◆ Problem requirements: Scan the lines below for the string "stream" and copy every one that has it.

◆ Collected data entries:

------------------------------------------------------------

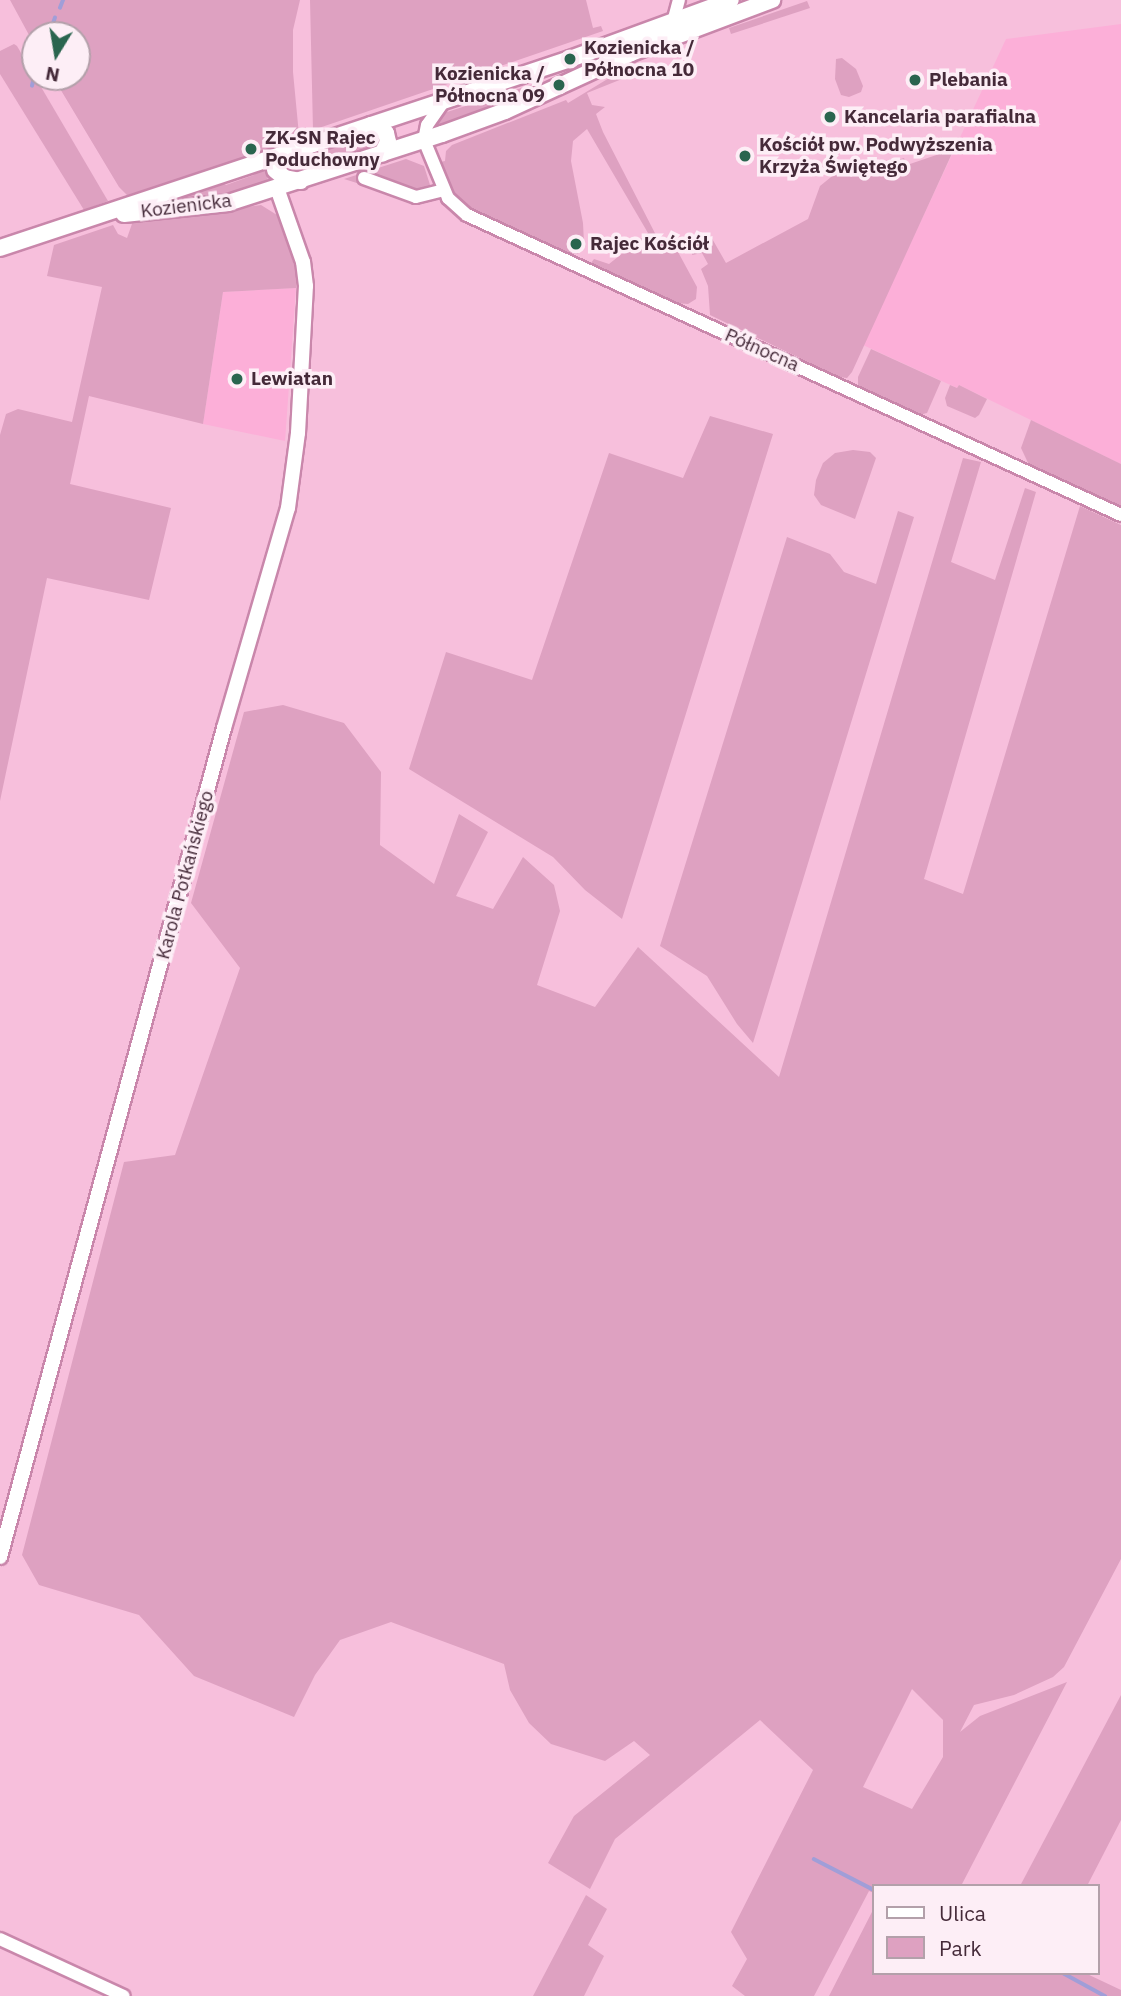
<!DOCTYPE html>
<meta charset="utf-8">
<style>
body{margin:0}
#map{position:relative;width:1121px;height:1996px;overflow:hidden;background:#f7bfdc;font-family:"IBM Plex Sans",sans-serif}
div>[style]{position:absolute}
.built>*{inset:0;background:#fcafd8}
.green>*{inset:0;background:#dea1c1}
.stream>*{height:3.5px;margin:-1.75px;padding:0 1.75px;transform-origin:1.75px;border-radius:1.75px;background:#a09ed8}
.roads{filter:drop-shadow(2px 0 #c987ab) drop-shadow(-2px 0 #c987ab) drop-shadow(0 2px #c987ab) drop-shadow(0 -2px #c987ab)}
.minor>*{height:12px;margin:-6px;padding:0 6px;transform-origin:6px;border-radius:6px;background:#fff}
.tertiary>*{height:14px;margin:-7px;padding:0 7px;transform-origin:7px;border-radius:7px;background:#fff}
.secondary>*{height:16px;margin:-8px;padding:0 8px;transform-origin:8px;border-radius:8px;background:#fff}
.dots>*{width:19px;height:19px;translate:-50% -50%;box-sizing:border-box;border:4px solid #fdeef6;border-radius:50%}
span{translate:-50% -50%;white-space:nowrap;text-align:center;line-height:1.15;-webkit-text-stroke:7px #fdeef6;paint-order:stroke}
.poi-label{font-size:19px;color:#452a39;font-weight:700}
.left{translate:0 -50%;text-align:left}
.right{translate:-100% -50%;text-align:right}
.street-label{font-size:19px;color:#452a39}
.legend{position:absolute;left:872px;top:1884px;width:228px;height:91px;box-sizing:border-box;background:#fdeef6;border:2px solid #b3a0aa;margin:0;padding:9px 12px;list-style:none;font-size:21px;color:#452a39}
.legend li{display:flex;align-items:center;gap:14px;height:35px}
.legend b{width:35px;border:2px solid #b3a0aa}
.north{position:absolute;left:21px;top:21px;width:70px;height:70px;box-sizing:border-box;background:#fdeef6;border:2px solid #b3a0aa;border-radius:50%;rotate:191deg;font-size:19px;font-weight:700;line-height:28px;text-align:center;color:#452a39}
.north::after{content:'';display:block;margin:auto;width:24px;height:32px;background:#2a654f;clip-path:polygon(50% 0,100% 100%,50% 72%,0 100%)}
</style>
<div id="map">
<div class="built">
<div style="clip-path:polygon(1121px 24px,1121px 464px,959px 385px,957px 388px,863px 345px,1006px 39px)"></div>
<div style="clip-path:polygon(296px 288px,285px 441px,203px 424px,223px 292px)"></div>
</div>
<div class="green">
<div style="clip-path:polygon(10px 0,300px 0,293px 30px,293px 72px,299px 135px,280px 148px,130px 198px,119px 187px,53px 77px,77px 77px,77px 35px,35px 35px,35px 46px)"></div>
<div style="clip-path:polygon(310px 0,586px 0,593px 28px,601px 26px,603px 31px,313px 130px)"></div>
<div style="clip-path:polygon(807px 1px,810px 8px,731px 34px,729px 28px)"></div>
<div style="clip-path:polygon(14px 44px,17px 46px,108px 201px,84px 210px,0 74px,0 51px)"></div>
<div style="clip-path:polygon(842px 58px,856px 69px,863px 86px,861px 92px,849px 97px,841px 95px,835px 79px,836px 59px)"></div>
<div style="clip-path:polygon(624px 69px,627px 77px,587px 93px,592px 105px,605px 107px,596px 114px,603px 132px,659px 241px,671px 239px,697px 287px,696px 299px,688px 304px,675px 303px,591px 263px,594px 259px,609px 264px,648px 233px,587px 129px,573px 141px,571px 161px,583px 223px,584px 243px,578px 254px,567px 253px,475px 212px,455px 195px,440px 162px,445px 161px,446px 151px,452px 145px,566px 100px,568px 103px)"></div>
<div style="clip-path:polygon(537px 83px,538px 87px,498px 107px,430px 131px,447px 112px)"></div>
<div style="clip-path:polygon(368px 132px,378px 137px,374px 150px,308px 171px,302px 154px)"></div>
<div style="clip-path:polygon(954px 149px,852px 372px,847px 378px,839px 377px,710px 315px,708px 286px,701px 269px,708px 264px,702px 253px,692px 255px,694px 244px,710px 235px,726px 263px,808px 219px,820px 186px,852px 160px,894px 161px,904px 158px,907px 165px)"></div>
<div style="clip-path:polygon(406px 159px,424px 166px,431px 188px,417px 192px,365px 172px,360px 184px,344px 179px)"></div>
<div style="clip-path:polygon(266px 165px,268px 182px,223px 198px,182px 200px,181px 195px,219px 181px,226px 185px,254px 175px,258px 168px)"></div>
<div style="clip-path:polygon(261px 205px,277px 215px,286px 236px,297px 276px,296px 288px,223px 292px,203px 424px,89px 396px,70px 484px,171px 508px,149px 600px,47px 578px,0 801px,0 435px,6px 414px,18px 409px,72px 422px,102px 287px,47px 276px,54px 245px,113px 225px,118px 234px,127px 238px,133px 221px)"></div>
<div style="clip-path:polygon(871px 349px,941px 381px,927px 413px,919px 415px,858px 387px,858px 377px)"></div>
<div style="clip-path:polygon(950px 385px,957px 388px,959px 385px,987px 399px,979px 415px,975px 418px,947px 406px,945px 398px)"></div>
<div style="clip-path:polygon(710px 416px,773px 434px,622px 919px,585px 890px,553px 857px,409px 769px,446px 652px,532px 680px,609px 453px,683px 478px)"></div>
<div style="clip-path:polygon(1031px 420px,1121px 464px,1121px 508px,1029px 465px,1021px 448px)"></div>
<div style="clip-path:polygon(853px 450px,870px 452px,876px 458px,855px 519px,821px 505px,814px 495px,816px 480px,823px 463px,835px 453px)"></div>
<div style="clip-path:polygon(evenodd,963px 458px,981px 462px,951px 562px,995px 580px,1025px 488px,1036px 492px,924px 879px,963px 894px,1080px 506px,1121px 525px,1121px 1559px,1064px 1667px,1053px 1677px,1014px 1695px,974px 1705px,960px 1732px,980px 1716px,1067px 1682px,961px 1886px,874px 1886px,874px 1893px,869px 1891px,814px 1996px,745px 1996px,732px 1986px,747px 1959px,731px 1932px,813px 1770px,760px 1720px,615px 1839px,590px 1889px,548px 1863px,574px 1816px,650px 1755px,634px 1741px,605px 1761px,551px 1744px,529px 1723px,510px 1690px,504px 1664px,391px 1622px,340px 1640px,315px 1675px,294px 1717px,194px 1676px,139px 1615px,39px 1585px,22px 1555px,124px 1162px,175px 1155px,240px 968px,191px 903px,244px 712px,283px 705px,344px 723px,381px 772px,380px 845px,434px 884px,459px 814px,488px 832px,456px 896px,493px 909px,523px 857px,554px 885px,560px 911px,537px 985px,595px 1007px,638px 947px,779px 1077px,963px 458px,912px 1689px,943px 1720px,943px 1757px,912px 1809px,863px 1787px,912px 1689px)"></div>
<div style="clip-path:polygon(898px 511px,914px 517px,753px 1043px,737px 1024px,707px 976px,660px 946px,787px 537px,830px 554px,844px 572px,876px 584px)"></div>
<div style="clip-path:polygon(1121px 1695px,1121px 1820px,1087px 1886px,1020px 1886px)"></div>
<div style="clip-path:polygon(586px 1895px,607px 1909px,588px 1945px,604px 1956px,584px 1996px,533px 1996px)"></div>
<div style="clip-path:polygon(874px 1908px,874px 1973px,1085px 1973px,1121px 1990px,1121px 1996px,829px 1996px)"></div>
</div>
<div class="stream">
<div style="left:60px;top:8px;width:9px;rotate:-69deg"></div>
<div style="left:49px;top:35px;width:18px;rotate:-71deg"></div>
<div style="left:32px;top:86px;width:13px;rotate:-77deg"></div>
<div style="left:814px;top:1859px;width:68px;rotate:27.3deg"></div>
<div style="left:1063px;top:1973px;width:48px;rotate:28.7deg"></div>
</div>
<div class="roads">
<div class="minor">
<div style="left:673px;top:22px;width:23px;rotate:-75deg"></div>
<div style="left:444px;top:101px;width:29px;rotate:125deg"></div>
<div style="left:427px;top:125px;width:15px;rotate:101deg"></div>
<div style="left:424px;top:140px;width:63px;rotate:67.5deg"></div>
<div style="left:448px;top:198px;width:25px;rotate:42deg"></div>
<div style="left:467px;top:215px;width:720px;rotate:24.64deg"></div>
<div style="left:364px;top:178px;width:55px;rotate:20.1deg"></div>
<div style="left:416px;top:197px;width:29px;rotate:-14deg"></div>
<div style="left:0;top:1939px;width:136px;rotate:24.7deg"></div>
</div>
<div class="tertiary">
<div style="left:0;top:1557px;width:859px;rotate:-74.88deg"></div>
<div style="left:224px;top:728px;width:229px;rotate:-73.8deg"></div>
<div style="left:288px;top:508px;width:76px;rotate:-82.4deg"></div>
<div style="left:298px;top:433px;width:147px;rotate:-86.9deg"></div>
<div style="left:306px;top:286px;width:24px;rotate:-97deg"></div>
<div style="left:303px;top:262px;width:78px;rotate:-109.4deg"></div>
</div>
<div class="secondary">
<div style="left:371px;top:125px;width:17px;rotate:28deg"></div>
<div style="left:386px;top:133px;width:9px;rotate:77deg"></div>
<div style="left:388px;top:142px;width:13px;rotate:117deg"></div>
<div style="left:275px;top:170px;width:13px;rotate:39deg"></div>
<div style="left:285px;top:178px;width:16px;rotate:11deg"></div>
<div style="left:124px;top:214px;width:105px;rotate:-6deg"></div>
<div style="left:228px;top:203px;width:225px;rotate:-17.9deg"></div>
<div style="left:442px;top:134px;width:67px;rotate:-20.1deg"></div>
<div style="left:505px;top:111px;width:139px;rotate:-24.7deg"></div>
<div style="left:631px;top:53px;width:151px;rotate:-20.6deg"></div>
<div style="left:0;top:248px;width:601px;rotate:-18.34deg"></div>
<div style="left:570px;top:59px;width:171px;rotate:-20.1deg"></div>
</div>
</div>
<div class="dots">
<div style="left:570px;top:59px;background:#2a654f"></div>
<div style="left:915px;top:80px;background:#2a654f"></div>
<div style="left:559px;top:85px;background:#2a654f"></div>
<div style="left:830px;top:117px;background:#2a654f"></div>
<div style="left:251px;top:149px;background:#2a654f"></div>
<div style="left:745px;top:156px;background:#2a654f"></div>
<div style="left:576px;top:244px;background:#2a654f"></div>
<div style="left:237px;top:379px;background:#2a654f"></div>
</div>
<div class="poi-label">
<span class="left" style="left:584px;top:59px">Kozienicka /<br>Północna 10</span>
<span class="right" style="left:545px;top:85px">Kozienicka /<br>Północna 09</span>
<span class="left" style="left:929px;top:80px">Plebania</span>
<span class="left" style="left:844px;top:117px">Kancelaria parafialna</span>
<span class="left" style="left:265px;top:149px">ZK-SN Rajec<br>Poduchowny</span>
<span class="left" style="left:759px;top:156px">Kościół pw. Podwyższenia<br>Krzyża Świętego</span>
<span class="left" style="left:590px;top:244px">Rajec Kościół</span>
<span class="left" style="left:251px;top:379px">Lewiatan</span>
</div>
<div class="street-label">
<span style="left:186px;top:206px;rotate:-7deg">Kozienicka</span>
<span style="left:762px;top:350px;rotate:24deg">Północna</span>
<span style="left:185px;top:875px;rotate:-75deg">Karola Potkańskiego</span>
</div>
<ul class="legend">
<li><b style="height:9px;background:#fff"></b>Ulica</li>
<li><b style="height:19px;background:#dea1c1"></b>Park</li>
</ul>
<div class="north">N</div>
</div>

------------------------------------------------------------

◆ Result below:
.stream>*{height:3.5px;margin:-1.75px;padding:0 1.75px;transform-origin:1.75px;border-radius:1.75px;background:#a09ed8}
<div class="stream">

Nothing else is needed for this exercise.